NCRP
Faculty
A. Marco Turk, J.D.
Professor of Negotiation, Conflict Resolution and Peacebuilding
LIB A501 | 310.243.3237 | amturk@csudh.edu
Office Hours: TTh 4 - 7pm
A. Marco Turk, J.D., is Director and Professor of Negotiation, Conflict Resolution, and Peacebuilding at California State University Dominguez Hills (CSUDH). He served as Chair of the CSUDH 23-program Graduate Council (2005-2007), member of the University Curriculum Committee, and member of its Program Review Panel. He has been an innovative visionary in curriculum improvement and creation of new programs at CSUDH. In 2003, he became the first recipient of the “A. M. Turk Values” award created in his honor by the CSUDH Negotiation & Conflict Management Alumni Association (now Negotiation, Conflict Resolution and Peacebuilding Affinity Association).
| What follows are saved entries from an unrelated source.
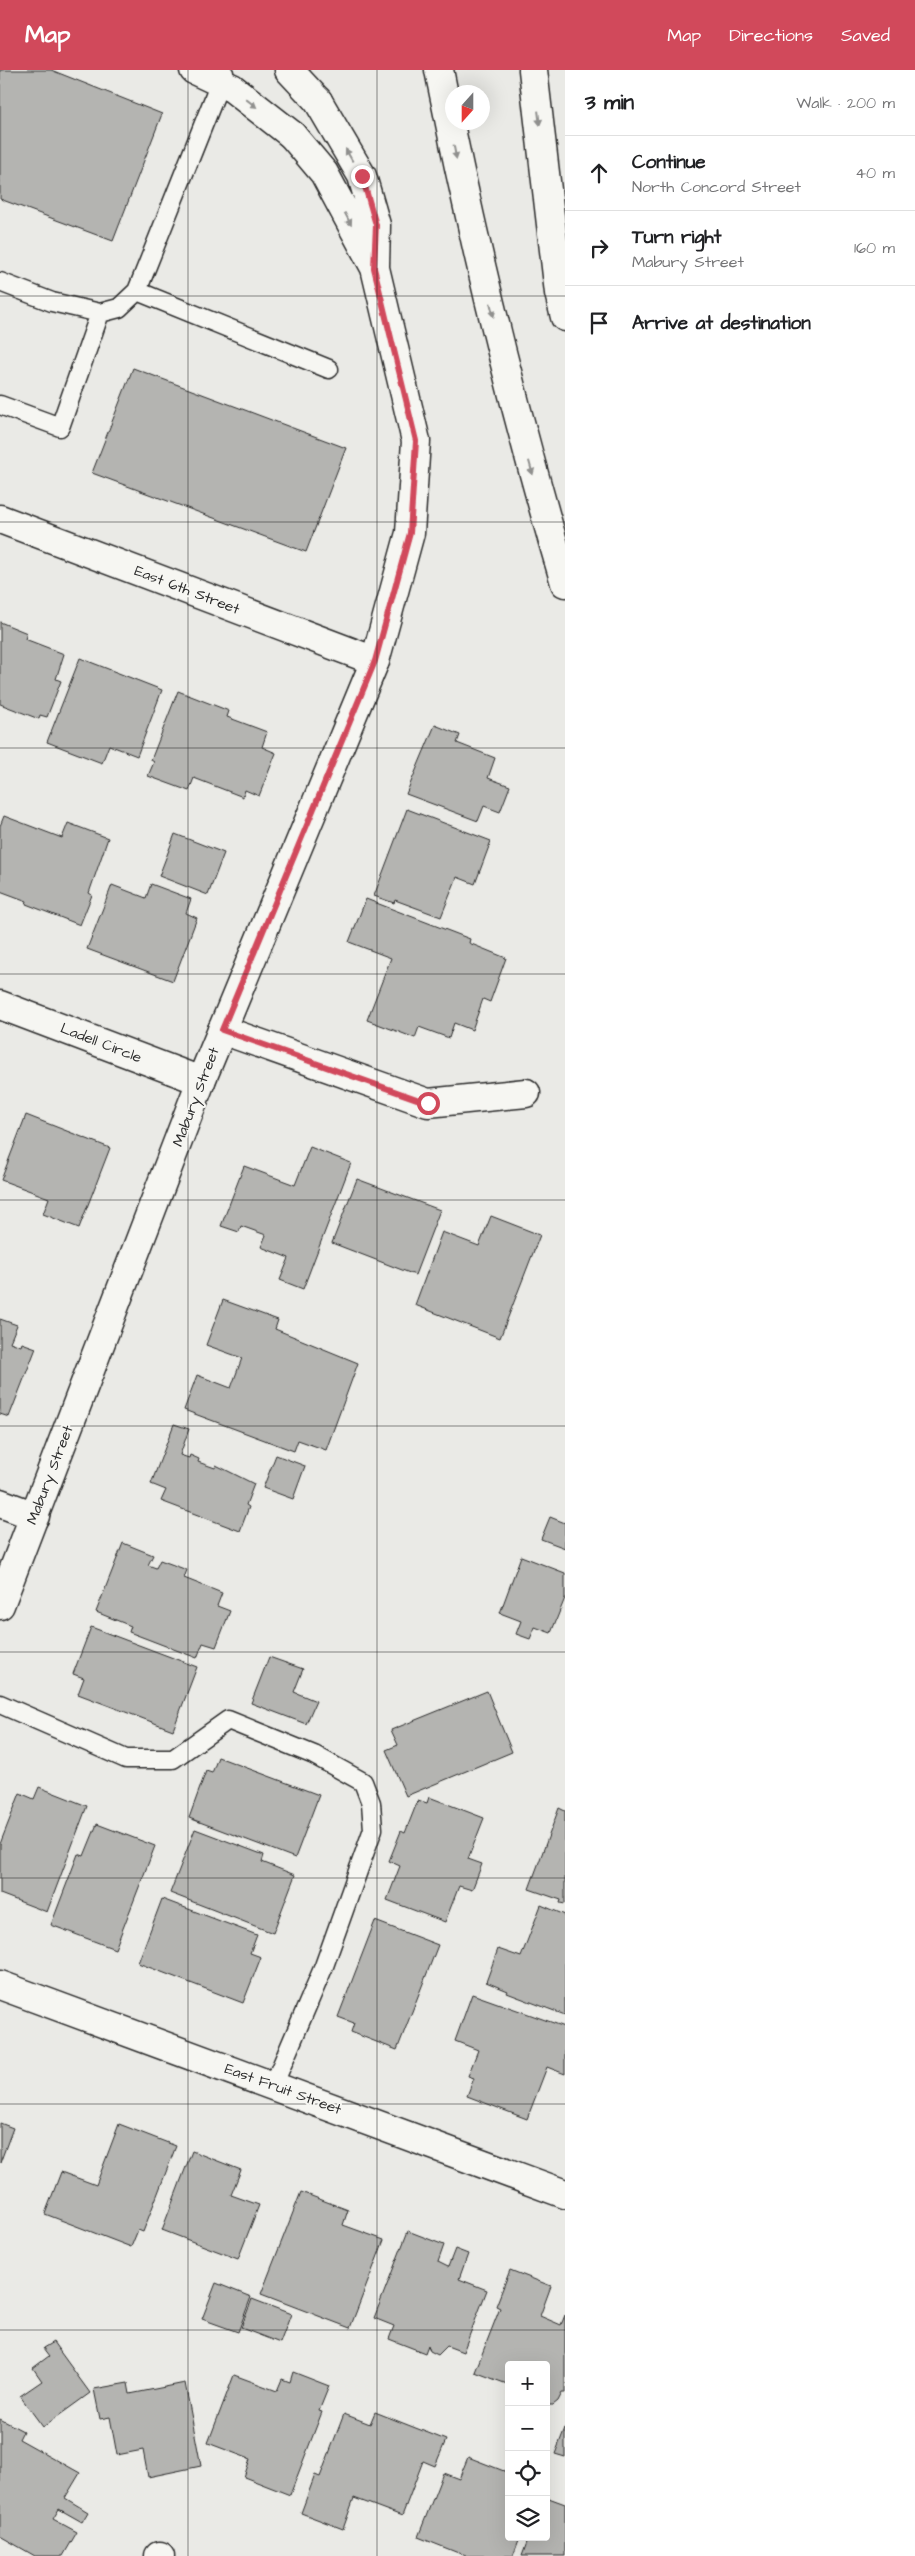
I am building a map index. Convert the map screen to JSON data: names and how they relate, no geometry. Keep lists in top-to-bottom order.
{
  "streets": {
    "main road": [
      "East 6th Street",
      "Ladell Circle",
      "Mabury Street",
      "East Fruit Street"
    ]
  },
  "crossings": [
    ["East 6th Street", "Mabury Street"],
    ["Ladell Circle", "Mabury Street"]
  ],
  "north": "bottom",
  "page": {
    "header": "Map",
    "nav": ["Map", "Directions", "Saved"],
    "heading": ["3 min", "Walk · 200 m"],
    "list": [
      ["Continue", "North Concord Street", "40 m"],
      ["Turn right", "Mabury Street", "160 m"],
      "Arrive at destination"
    ],
    "map_buttons": ["+", "−"]
  }
}
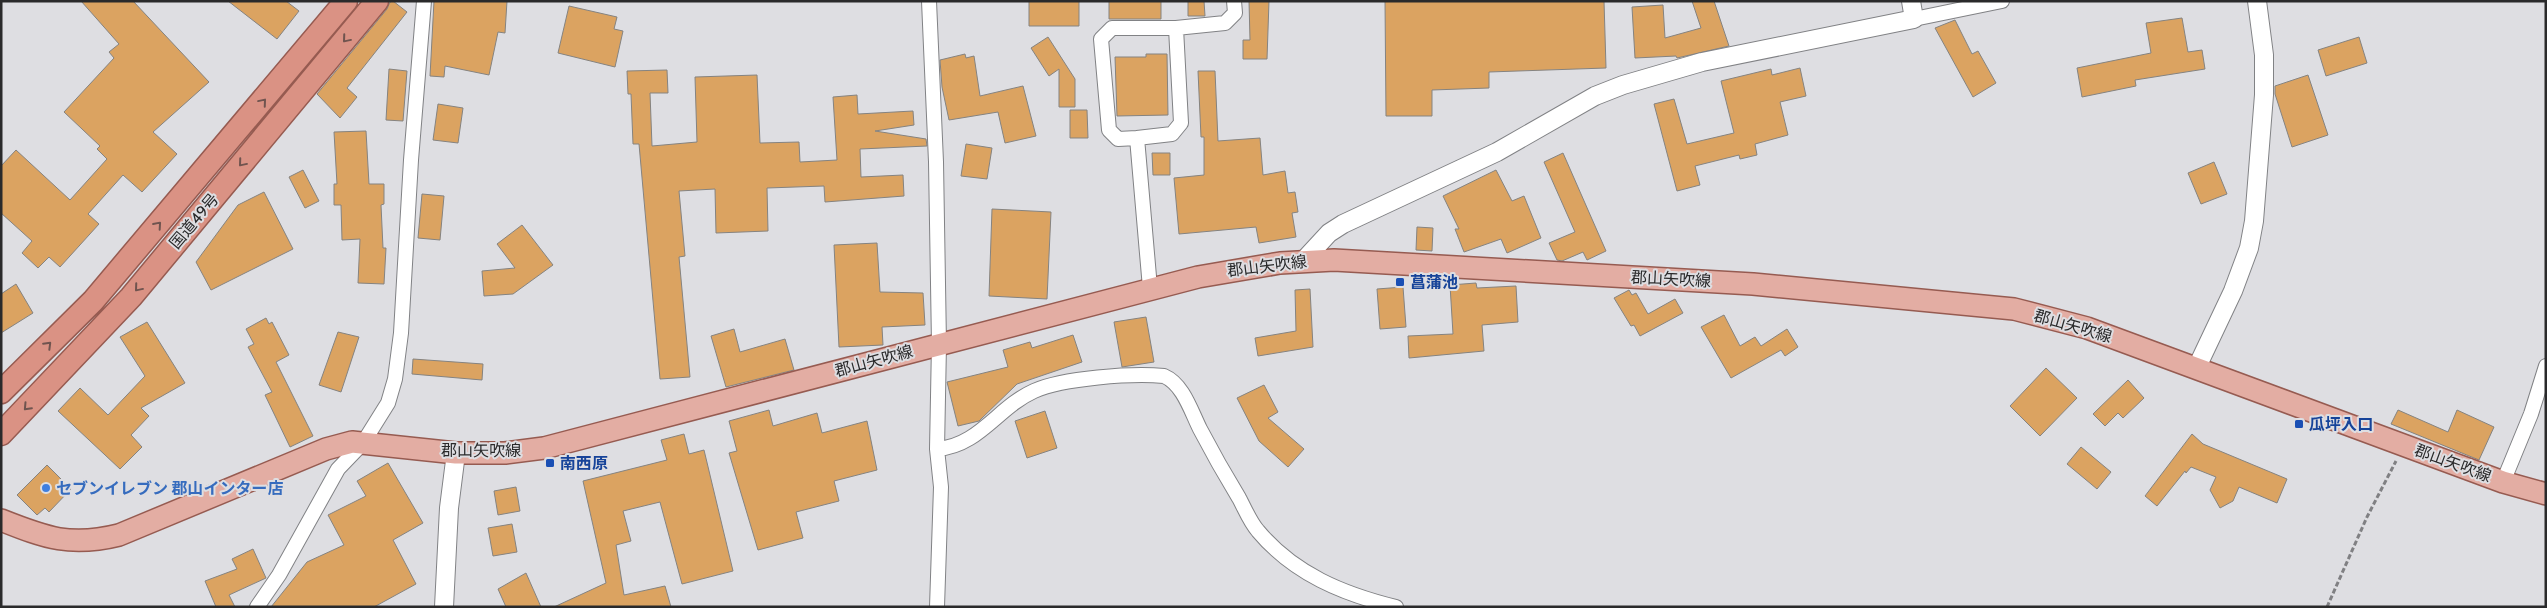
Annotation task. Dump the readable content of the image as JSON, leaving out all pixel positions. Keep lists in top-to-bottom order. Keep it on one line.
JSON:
{"streets":{"highway":["国道49号"],"main road":["郡山矢吹線"]},"places":{"transit":["菖蒲池","瓜坪入口","南西原"],"other":["セブンイレブン 郡山インター店"]}}
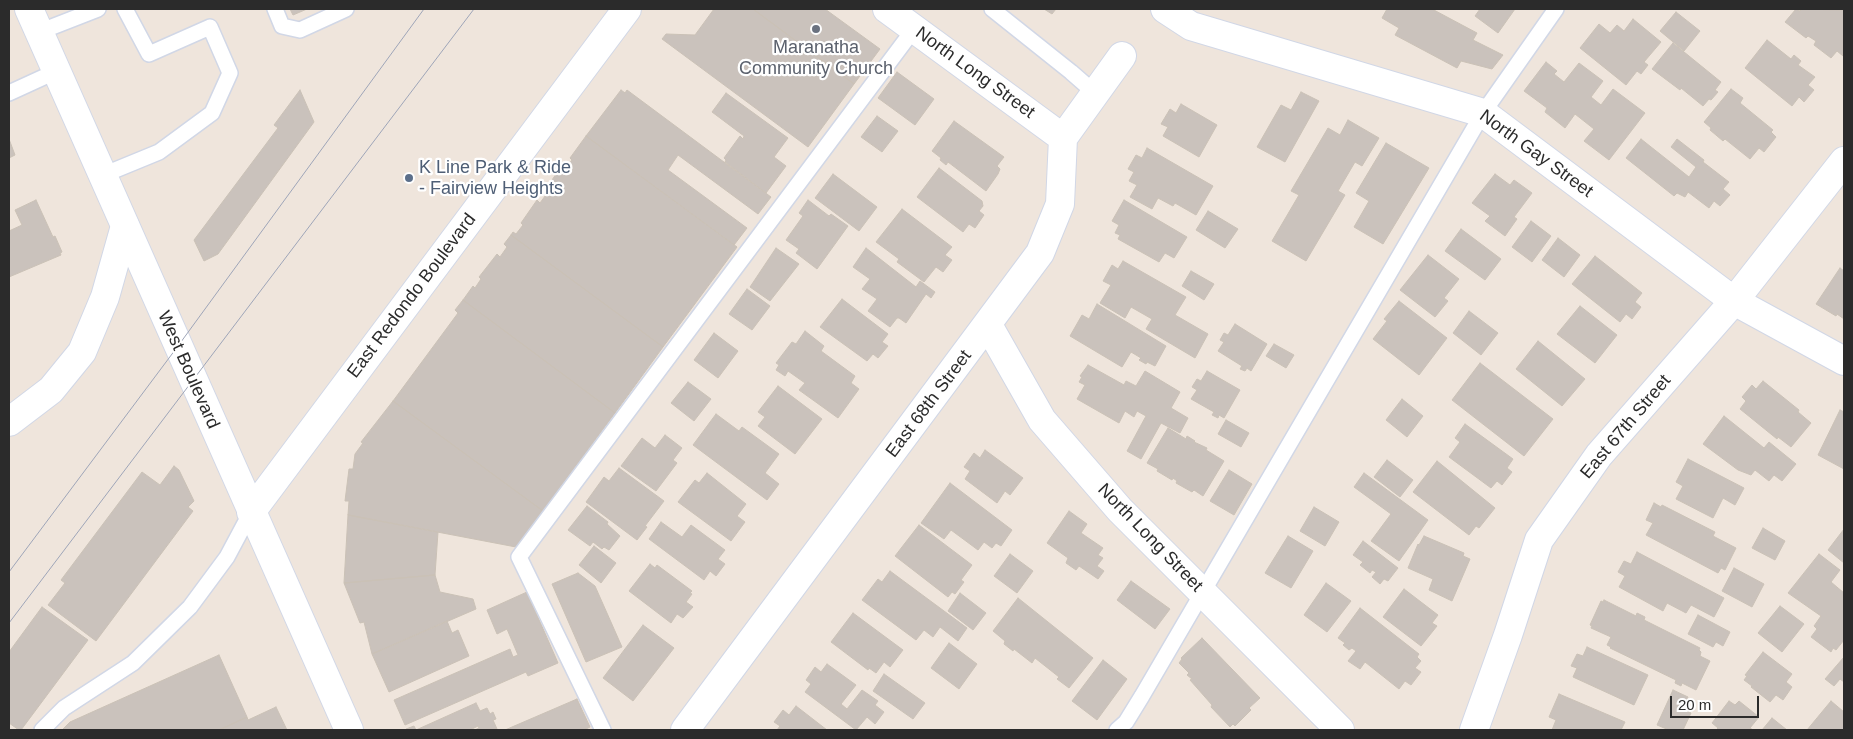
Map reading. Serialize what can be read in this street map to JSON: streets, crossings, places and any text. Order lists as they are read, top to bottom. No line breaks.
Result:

Prior to his arrival at CSUDH in the fall of 2002, Professor Turk taught in the Global Peace and Conflict Studies Program and in the Department of Criminology, Law and Society at the University of California, Irvine, where he began his full-time academic career in 1995.
Professor Turk is a certified community and trial court-qualified mediator, and serves on a panel of appellate mediators. A member of the State Bar of California since 1961, he is a former Los Angeles Superior Court judge pro tem, arbitrator for the American Arbitration Association, and adjunct law professor teaching Alternative Dispute Resolution. He established new family law in California concerning date of separation in determining division of community property; see In re Marriage of von der Nuell [1994], 23 CA4th 730, 28 CR2d 447.
In 2003, the State Bar Board of Governors appointed Professor Turk a member of its Committee on Alternative Dispute Resolution (ADR) for a three-year term where he has been active in advancing ADR in California and serving as a ADR Committee panelist at both the 2005 and 2006 annual State Bar meetings. During 2006, he has served as a consultant to the director of ADR services for the Los Angeles Superior Court. Professor Turk is also a Practitioner/Educator/Researcher member of the Association for Conflict Resolution and a member of the editorial board for its peer-reviewed journal, Conflict Resolution Quarterly (formerly Mediation Quarterly).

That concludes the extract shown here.